Could you retype every line of the data underneath without altering anything?

(Beginning of Source data)

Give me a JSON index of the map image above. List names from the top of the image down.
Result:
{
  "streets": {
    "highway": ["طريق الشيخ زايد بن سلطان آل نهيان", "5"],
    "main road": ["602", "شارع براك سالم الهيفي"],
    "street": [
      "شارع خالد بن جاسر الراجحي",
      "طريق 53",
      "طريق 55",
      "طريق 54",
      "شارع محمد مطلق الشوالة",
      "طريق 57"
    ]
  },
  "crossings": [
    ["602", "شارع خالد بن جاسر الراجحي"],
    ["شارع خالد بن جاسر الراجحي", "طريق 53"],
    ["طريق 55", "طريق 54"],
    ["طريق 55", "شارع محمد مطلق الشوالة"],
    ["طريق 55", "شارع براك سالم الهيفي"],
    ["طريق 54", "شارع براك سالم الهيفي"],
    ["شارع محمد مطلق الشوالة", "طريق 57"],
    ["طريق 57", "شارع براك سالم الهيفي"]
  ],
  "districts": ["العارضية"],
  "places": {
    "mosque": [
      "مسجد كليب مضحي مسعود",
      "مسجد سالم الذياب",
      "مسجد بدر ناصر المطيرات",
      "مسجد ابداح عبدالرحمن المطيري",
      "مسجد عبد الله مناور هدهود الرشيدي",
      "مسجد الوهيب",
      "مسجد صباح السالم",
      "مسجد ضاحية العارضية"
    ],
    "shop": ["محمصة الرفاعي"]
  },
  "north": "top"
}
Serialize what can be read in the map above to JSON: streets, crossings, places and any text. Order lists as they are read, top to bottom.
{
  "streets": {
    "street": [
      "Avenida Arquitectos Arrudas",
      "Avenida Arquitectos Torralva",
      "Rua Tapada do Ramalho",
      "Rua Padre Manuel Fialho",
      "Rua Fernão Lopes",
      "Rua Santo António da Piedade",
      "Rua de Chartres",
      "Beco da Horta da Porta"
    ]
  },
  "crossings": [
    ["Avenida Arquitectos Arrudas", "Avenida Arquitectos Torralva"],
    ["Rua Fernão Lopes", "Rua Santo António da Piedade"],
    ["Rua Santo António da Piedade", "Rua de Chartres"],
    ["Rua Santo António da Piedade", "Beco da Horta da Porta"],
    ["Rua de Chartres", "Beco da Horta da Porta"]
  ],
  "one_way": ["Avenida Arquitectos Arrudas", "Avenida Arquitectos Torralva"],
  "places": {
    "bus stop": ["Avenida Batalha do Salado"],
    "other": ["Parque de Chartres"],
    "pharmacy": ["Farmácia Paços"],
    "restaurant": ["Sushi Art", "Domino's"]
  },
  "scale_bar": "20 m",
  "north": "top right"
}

(End of Source data)

**Solution to the problem:**
Give me a JSON index of the map image above. List names from the top of the image down.
Result:
{
  "streets": {
    "highway": ["طريق الشيخ زايد بن سلطان آل نهيان", "5"],
    "main road": ["602", "شارع براك سالم الهيفي"],
    "street": [
      "شارع خالد بن جاسر الراجحي",
      "طريق 53",
      "طريق 55",
      "طريق 54",
      "شارع محمد مطلق الشوالة",
      "طريق 57"
    ]
  },
  "crossings": [
    ["602", "شارع خالد بن جاسر الراجحي"],
    ["شارع خالد بن جاسر الراجحي", "طريق 53"],
    ["طريق 55", "طريق 54"],
    ["طريق 55", "شارع محمد مطلق الشوالة"],
    ["طريق 55", "شارع براك سالم الهيفي"],
    ["طريق 54", "شارع براك سالم الهيفي"],
    ["شارع محمد مطلق الشوالة", "طريق 57"],
    ["طريق 57", "شارع براك سالم الهيفي"]
  ],
  "districts": ["العارضية"],
  "places": {
    "mosque": [
      "مسجد كليب مضحي مسعود",
      "مسجد سالم الذياب",
      "مسجد بدر ناصر المطيرات",
      "مسجد ابداح عبدالرحمن المطيري",
      "مسجد عبد الله مناور هدهود الرشيدي",
      "مسجد الوهيب",
      "مسجد صباح السالم",
      "مسجد ضاحية العارضية"
    ],
    "shop": ["محمصة الرفاعي"]
  },
  "north": "top"
}
Serialize what can be read in the map above to JSON: streets, crossings, places and any text. Order lists as they are read, top to bottom.
{
  "streets": {
    "street": [
      "Avenida Arquitectos Arrudas",
      "Avenida Arquitectos Torralva",
      "Rua Tapada do Ramalho",
      "Rua Padre Manuel Fialho",
      "Rua Fernão Lopes",
      "Rua Santo António da Piedade",
      "Rua de Chartres",
      "Beco da Horta da Porta"
    ]
  },
  "crossings": [
    ["Avenida Arquitectos Arrudas", "Avenida Arquitectos Torralva"],
    ["Rua Fernão Lopes", "Rua Santo António da Piedade"],
    ["Rua Santo António da Piedade", "Rua de Chartres"],
    ["Rua Santo António da Piedade", "Beco da Horta da Porta"],
    ["Rua de Chartres", "Beco da Horta da Porta"]
  ],
  "one_way": ["Avenida Arquitectos Arrudas", "Avenida Arquitectos Torralva"],
  "places": {
    "bus stop": ["Avenida Batalha do Salado"],
    "other": ["Parque de Chartres"],
    "pharmacy": ["Farmácia Paços"],
    "restaurant": ["Sushi Art", "Domino's"]
  },
  "scale_bar": "20 m",
  "north": "top right"
}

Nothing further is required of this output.